By Jennifer Driver, State Policy Director
Whenever I ask my colleagues and friends to describe the sex education they received growing up, the most common response is, “bad.” This is particularly common among those who were forced to sit through a horrific abstinence-only class. They often share that the untrained coach made them read a brief section in a text book or that their school separated the girls and boys to watch awkward videos made in the 1970s.
And, sadly, not a whole lot has changed for young people today. While I don’t find as many young people separated by gender, I do find that we still maintain a very narrow vision of what sex education is. When we think of sex education, we often think of a brief 6-18 week curriculum delivered to young people in a classroom or community setting.
But, let’s be honest. Learning about anything for 6-18 weeks will have very little long-lasting impact. And this time frame certainly isn’t long enough to cover all of human development and reproduction. So why do we keep providing young people with these short-term programs and call it, “sex education?”
This approach creates added confusion–offering half-answered questions and barely glossing over complex concepts. And, more importantly, it also denies young people of their right to receive a fundamental understanding our their own bodies.

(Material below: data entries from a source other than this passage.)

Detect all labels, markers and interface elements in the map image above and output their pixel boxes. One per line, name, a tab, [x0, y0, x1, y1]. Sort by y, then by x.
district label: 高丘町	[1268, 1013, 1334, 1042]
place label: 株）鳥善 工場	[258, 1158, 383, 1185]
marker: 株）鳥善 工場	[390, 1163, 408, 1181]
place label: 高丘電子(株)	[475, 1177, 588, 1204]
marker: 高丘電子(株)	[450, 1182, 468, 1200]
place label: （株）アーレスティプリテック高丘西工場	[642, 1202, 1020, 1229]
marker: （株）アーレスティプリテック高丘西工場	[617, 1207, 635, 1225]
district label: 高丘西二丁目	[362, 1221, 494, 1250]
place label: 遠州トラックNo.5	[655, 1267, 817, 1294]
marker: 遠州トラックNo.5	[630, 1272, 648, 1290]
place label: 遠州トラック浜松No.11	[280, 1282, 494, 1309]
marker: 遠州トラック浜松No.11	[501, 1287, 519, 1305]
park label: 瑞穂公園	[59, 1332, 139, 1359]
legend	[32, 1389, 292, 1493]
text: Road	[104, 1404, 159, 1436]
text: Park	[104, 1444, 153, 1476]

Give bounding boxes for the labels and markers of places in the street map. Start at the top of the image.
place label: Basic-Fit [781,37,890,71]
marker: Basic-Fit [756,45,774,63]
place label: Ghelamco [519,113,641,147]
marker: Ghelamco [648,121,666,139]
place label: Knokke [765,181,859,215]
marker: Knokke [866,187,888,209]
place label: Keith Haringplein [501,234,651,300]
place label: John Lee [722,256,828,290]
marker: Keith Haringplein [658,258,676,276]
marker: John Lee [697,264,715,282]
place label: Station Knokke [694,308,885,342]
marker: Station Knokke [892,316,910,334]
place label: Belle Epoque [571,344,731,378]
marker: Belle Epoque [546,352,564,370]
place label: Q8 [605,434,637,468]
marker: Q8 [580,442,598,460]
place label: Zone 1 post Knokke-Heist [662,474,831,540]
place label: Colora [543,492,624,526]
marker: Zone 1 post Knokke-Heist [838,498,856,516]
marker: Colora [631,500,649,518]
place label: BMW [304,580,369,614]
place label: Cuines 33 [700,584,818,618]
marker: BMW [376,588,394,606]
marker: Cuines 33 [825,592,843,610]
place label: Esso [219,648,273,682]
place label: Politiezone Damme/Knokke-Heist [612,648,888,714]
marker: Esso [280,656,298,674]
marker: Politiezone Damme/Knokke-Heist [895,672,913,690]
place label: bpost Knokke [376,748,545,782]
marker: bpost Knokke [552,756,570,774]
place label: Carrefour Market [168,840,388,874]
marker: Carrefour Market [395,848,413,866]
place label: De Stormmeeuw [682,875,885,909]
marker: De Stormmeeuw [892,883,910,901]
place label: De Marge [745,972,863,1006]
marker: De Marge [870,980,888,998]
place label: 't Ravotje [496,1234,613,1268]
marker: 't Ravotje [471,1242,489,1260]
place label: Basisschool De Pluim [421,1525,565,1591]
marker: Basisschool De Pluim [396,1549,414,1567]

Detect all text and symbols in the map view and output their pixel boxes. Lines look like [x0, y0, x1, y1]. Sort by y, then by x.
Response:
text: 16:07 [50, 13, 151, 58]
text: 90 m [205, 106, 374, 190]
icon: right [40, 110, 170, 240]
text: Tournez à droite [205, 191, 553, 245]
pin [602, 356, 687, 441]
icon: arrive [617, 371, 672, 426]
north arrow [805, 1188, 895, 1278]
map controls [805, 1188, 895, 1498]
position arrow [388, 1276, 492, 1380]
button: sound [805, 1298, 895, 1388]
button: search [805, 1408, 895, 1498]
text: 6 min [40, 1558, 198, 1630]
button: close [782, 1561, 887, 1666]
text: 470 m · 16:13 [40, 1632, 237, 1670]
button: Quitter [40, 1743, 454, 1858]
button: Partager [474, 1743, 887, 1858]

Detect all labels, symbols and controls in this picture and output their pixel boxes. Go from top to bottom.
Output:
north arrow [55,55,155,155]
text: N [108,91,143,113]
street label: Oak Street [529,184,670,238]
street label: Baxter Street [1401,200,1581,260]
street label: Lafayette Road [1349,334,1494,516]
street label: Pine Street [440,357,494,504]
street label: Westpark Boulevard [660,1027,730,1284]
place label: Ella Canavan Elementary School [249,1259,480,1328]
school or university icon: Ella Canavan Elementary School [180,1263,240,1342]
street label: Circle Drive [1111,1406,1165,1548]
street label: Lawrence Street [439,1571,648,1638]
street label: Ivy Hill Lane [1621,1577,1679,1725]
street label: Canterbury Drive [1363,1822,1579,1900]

This approach to sex ed does not, and cannot, provide the adequate foundation for learning and skill building that young people need.
Setting and building foundations for most school subjects—like math, English, science—is common sense. We establish standards to guide the learning process: foundational understandings in grades K-5; reflecting and transitioning to more complex concepts in grades 6-8; and by the time students are in grades 9-12, we start applying the information they learn into real-world concepts.
No one says “No, no, no! I don’t want Timmy to learn about addition and subtraction in first grade! That’s way too young.” Why? Because we all understand that addition and subtraction are necessary in setting the foundation for things to come. Learning these concepts early on allows young people to receive age and developmentally appropriate information that can then be built upon as they grow to learn more advanced topics like linear equations and polynomial expressions.
So why can’t we do the same as we teach young people about their health and well-being? Sex ed is not a one-off lesson type of topic, or something that should be reserved for seniors in high school. It is a sequential, K-12 experience that young people need to receive in school.
What do we mean when we say, “sex ed?”
At SIECUS, when we say “sex education,” we are thinking beyond a program that shows scary photos of STIs to a class of high schoolers and quizzes them on labeling reproductive organs. We know that young people need more. For us, sex education addresses ALL of these components:
- Human development and anatomy;
- Relationships (including families, peers, romantic relationships and dating);
- Violence prevention (including consent, sexual violence);
- Mental and emotional health;
- Personal skills (including communication, negotiation, personal safety, consent, and decision-making);
- Sexual behavior (including abstinence and sexuality throughout life);
- Reproductive health (STDs, contraception, miscarriages, abortion, and pregnancy);
- LGBTQ youth, youth with disabilities, youth of color, and
- Society and culture.
This is a lengthy list, but it is an important one. While many of the programs we offer young people today include components of sex ed, very few young people receive the complete education that they both need and deserve.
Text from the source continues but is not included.